The failure of Ghanaian disability law falls hardest on those at the intersection of disability, poverty, and gender. Those in rural areas that do not have ready access to medical care, accessible infrastructure, or special education are lessed served by Ghana’s constitutional law.

=== Family ===
Gertrude has three daughters, Eugest Zevi Motogbe, Eunice Diede Fefoame, and Eugenia Nibie Fefoame, with her husband, John Vital Fefoame. Gertrude partially credits her ability to travel for her advocacy to her husband who stepped in to take care of their children when they were young.

== Activism ==

=== Early Interactions and Inspirations ===
Gertrude credits her activism to an encounter with a young blind woman from the school of Presbyterian College of Education, Akropong. This young woman had graduated from high school and furthering her education in college. The perseverance through the adversity of blindness reminded Gertrude of her own difficulties and reinvigorated her passions for helping people with disabilities and fighting for equity for women.
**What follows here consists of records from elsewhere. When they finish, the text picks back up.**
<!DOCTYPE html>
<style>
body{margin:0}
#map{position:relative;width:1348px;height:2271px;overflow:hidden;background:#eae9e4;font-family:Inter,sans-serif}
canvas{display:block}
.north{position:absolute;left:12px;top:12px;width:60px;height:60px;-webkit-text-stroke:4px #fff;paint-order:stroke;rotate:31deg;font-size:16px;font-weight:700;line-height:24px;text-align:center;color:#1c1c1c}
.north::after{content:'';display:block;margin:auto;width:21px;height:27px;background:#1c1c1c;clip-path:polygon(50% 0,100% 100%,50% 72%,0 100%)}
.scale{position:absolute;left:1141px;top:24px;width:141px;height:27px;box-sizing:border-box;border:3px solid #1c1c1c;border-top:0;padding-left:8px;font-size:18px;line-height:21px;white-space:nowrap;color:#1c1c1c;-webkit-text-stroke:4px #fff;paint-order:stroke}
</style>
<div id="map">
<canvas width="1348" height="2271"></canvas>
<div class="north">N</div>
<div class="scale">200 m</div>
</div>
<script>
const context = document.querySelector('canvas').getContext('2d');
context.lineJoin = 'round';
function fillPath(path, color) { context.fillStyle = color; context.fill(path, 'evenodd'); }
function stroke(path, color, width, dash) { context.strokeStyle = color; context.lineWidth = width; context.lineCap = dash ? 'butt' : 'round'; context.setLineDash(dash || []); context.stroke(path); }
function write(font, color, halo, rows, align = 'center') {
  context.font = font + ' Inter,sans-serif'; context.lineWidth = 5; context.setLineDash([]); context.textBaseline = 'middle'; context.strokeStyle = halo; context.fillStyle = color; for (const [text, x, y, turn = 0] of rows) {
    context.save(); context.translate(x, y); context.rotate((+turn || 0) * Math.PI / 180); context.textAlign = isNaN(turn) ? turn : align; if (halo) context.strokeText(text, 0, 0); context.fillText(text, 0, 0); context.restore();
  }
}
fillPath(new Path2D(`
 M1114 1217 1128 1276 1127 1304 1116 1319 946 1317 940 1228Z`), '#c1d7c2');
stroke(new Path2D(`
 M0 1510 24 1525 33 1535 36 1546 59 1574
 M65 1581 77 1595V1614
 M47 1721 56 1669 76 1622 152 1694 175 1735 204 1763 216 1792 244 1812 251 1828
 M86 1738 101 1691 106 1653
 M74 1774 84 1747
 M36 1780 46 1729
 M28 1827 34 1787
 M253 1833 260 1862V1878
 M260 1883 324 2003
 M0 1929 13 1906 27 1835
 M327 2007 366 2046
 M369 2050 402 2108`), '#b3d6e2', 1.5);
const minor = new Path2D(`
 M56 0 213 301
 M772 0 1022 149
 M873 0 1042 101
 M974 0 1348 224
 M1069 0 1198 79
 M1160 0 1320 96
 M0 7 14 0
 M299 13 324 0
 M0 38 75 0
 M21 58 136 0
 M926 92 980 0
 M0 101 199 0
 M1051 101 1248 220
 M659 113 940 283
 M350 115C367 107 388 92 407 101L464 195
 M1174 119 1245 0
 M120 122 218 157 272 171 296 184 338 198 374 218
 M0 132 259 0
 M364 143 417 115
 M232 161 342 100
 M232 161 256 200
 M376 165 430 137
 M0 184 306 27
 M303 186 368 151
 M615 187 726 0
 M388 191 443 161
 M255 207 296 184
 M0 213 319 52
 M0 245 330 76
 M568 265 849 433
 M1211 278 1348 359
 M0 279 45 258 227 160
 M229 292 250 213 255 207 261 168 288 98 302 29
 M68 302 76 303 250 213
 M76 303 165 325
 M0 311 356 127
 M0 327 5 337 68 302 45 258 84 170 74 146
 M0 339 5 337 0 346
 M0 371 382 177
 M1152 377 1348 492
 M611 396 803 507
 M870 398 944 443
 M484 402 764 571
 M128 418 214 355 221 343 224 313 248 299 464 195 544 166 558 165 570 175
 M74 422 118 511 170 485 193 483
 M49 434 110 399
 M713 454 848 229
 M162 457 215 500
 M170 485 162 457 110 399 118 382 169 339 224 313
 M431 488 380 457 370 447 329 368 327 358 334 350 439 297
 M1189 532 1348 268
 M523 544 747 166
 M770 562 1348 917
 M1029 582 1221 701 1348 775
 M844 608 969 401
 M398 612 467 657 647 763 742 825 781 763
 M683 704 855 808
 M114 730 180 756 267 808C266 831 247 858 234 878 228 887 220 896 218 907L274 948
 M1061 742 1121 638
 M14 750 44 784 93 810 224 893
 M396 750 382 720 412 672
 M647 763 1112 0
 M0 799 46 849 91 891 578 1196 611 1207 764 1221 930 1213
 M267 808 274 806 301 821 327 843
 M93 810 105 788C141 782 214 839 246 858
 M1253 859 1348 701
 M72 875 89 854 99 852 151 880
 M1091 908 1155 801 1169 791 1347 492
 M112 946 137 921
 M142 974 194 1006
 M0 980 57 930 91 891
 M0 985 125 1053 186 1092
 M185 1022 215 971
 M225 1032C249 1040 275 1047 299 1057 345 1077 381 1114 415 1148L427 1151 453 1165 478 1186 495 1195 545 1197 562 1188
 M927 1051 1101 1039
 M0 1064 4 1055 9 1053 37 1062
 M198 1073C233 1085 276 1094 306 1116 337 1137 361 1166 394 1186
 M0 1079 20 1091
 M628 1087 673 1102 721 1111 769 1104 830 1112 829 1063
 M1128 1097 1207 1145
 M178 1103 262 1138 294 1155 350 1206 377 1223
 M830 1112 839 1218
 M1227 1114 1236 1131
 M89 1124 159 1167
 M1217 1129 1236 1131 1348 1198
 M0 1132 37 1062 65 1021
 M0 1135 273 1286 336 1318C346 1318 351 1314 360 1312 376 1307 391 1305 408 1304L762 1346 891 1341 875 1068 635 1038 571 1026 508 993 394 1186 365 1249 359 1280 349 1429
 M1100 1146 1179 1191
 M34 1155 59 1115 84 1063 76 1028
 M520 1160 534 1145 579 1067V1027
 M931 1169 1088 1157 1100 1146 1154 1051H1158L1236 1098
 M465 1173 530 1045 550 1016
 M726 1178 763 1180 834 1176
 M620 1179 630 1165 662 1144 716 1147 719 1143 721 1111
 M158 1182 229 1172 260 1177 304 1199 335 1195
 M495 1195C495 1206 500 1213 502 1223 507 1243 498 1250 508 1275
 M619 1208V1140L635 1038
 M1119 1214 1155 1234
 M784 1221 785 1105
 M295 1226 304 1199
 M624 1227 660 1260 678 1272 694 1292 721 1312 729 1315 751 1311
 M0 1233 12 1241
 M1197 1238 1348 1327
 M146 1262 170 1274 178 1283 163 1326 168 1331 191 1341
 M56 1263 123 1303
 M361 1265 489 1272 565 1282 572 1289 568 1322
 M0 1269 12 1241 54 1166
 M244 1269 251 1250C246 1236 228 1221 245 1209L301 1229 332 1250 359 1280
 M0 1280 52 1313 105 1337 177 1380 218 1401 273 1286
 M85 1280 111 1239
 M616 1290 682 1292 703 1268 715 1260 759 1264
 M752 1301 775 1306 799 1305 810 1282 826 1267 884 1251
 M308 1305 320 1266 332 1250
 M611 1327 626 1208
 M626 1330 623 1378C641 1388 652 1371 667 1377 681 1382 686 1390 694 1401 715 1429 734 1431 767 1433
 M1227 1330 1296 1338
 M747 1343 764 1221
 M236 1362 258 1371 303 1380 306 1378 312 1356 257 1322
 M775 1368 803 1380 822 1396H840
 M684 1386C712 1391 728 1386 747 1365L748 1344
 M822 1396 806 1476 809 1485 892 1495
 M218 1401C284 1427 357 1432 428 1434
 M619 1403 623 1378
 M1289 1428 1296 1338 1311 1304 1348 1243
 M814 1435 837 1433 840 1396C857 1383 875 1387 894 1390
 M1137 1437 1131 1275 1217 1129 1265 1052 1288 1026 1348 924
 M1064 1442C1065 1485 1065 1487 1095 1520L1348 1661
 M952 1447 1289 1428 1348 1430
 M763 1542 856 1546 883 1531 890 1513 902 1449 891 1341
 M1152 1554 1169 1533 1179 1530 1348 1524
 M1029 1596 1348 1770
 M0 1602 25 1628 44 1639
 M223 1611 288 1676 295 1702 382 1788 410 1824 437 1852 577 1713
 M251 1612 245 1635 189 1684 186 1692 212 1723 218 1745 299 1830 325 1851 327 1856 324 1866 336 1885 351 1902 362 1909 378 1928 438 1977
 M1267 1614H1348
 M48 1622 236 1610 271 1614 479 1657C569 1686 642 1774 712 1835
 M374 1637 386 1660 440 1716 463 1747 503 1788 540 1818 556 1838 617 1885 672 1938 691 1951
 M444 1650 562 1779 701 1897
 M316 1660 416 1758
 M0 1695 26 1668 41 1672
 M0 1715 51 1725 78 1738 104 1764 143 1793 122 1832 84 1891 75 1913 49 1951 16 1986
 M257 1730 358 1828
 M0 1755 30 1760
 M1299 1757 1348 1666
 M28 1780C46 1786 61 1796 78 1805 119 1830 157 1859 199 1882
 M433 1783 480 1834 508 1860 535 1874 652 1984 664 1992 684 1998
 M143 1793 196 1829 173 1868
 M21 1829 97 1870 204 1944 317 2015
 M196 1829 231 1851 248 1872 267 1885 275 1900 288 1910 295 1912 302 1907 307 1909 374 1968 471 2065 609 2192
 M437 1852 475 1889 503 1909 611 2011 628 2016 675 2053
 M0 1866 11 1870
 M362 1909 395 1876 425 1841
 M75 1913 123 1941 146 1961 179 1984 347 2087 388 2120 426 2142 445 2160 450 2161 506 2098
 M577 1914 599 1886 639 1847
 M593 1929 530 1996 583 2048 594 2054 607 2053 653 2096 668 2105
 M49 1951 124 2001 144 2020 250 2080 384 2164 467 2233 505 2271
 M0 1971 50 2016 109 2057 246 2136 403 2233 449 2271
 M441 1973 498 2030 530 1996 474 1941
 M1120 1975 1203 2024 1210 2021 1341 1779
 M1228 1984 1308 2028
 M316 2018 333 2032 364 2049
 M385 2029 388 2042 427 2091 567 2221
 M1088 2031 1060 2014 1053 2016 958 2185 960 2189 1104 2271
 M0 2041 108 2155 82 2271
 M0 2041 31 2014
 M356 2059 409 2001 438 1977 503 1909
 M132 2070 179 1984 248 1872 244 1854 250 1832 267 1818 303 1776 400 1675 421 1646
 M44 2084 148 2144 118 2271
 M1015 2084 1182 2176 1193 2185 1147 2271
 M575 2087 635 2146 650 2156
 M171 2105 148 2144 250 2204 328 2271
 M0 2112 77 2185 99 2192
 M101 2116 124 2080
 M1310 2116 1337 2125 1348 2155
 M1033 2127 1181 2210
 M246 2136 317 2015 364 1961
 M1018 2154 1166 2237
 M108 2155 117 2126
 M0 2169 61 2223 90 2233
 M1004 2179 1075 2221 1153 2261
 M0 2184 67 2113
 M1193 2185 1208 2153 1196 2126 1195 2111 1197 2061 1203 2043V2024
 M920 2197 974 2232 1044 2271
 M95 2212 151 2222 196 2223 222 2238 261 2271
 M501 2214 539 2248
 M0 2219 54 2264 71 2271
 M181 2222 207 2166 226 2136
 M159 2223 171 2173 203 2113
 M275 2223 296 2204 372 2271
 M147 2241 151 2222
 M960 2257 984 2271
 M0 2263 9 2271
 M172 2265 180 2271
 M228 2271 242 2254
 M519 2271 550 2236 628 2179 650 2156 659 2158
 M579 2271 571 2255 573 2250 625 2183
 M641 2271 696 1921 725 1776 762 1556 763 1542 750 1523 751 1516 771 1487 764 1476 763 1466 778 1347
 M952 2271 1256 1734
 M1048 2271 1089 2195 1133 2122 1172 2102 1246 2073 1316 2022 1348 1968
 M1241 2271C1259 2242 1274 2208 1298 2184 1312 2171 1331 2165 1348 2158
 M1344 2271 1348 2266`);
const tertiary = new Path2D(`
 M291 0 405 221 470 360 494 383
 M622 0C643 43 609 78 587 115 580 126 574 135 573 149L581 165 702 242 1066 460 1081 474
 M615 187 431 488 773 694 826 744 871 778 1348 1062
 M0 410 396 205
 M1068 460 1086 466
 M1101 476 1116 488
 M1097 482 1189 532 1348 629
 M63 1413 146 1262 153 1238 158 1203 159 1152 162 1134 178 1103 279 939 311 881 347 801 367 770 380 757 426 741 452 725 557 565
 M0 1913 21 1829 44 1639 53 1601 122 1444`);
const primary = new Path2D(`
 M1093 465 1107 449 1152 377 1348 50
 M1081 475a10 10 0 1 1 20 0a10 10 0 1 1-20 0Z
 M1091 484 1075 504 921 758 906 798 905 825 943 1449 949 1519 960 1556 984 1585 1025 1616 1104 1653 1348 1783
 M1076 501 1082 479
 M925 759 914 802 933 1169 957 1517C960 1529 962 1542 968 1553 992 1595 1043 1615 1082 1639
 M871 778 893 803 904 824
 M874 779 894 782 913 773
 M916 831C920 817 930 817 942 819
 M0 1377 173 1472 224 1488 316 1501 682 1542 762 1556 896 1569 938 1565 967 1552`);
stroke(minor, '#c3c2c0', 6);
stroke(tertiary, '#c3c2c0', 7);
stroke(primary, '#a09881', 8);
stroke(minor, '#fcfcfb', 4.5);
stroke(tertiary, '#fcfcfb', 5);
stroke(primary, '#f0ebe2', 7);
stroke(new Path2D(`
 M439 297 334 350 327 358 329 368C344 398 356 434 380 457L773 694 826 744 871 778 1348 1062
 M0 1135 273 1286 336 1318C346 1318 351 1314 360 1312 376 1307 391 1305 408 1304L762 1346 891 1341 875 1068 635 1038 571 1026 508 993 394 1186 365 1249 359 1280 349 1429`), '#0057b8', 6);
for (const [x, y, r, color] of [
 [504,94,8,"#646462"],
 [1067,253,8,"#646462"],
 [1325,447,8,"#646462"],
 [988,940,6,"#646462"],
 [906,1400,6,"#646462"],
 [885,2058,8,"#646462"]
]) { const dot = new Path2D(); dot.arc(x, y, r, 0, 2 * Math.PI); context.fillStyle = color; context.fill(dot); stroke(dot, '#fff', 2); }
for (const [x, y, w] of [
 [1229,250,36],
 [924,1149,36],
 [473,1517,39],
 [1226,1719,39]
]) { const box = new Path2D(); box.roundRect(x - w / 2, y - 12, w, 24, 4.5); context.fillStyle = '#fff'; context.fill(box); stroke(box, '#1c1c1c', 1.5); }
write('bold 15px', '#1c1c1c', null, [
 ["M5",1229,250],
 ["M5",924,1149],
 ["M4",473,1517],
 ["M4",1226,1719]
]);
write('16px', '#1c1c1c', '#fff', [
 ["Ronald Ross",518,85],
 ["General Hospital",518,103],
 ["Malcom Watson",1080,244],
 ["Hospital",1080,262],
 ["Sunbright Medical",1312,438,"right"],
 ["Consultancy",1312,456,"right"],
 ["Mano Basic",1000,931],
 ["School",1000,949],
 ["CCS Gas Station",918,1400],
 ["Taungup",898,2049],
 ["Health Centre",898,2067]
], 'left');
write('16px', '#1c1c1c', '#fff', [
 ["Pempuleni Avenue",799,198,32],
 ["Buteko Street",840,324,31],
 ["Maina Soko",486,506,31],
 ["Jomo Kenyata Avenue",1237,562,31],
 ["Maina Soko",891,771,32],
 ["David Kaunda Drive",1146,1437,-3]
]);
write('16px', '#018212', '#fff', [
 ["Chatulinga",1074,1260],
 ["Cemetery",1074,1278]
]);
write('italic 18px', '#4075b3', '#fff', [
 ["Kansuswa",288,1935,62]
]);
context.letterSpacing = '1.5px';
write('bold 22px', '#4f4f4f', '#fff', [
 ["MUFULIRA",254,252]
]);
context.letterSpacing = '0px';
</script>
As a blind woman, Gertrude faced discrimination on two fronts. Women with disabilities have limited access to employment and technology, and often their inputs are dismissed. Gertrude believes that activism is the only way to attain equity for both women and people with disabilities.

The intersecting discrimination against women with disabilities is understudied and creates a point of focus for Gertrude’s activism.

==== Limiting Factors ====
Gertrude experienced discrimination because of her disability while young. Ghana ranks in the bottom 25% for women in state affairs, education, workforce, and life expectancy worldwide. Women with disabilities are much less likely to receive health care, be employed, and are more likely to be illiterate.

=== Accomplishments and Awards ===
Gertrude was the first person with a visual impairment to earn a master’s degree from the Ghana Institute of Management and Public Administration and from the Akrofi-Christaller Institute.

As the first African woman to serve as chair of the UNCRPD, Fefoame has received numerous accolades and recognitions throughout her life.

Gertrude took part in the Grand Challeneges in Global Eye Health: A Global Prioritisation Process using Delphi Method, a world-wide project with the goal of categorizing and ranking the importance of issues facing people with visual impairment.

== Career ==
As at 2018, she had worked extensively for 28 years in both local and international front to better the lives of persons with disabilities. In 2018, she was appointed through election to the United Nations committee on the Convention on the Rights of Persons with Disabilities (CRPD). She is the Global Advocacy Advisor and lead person on disabilities and social inclusion with Sightsavers.

Gertrude is the Vice Chair for Africa International Council for People with Visual Impairment and a board member of the Ghana Federation of Disability Organizations and the National Council of Persons with Disabilities.

Gertrude took part in the panel for "Grand Challenges in Global Eye Health: A Global Prioritisation Process using Delphi Method" that identitified key issues that must be addressed to improve eye health.

=== United Nations ===
Gertrude was the first African woman to lead the Committee on the Rights of Persons with Disabilities. In this role, she oversees the implementation of the Convention on the Rights of Persons with Disabilities.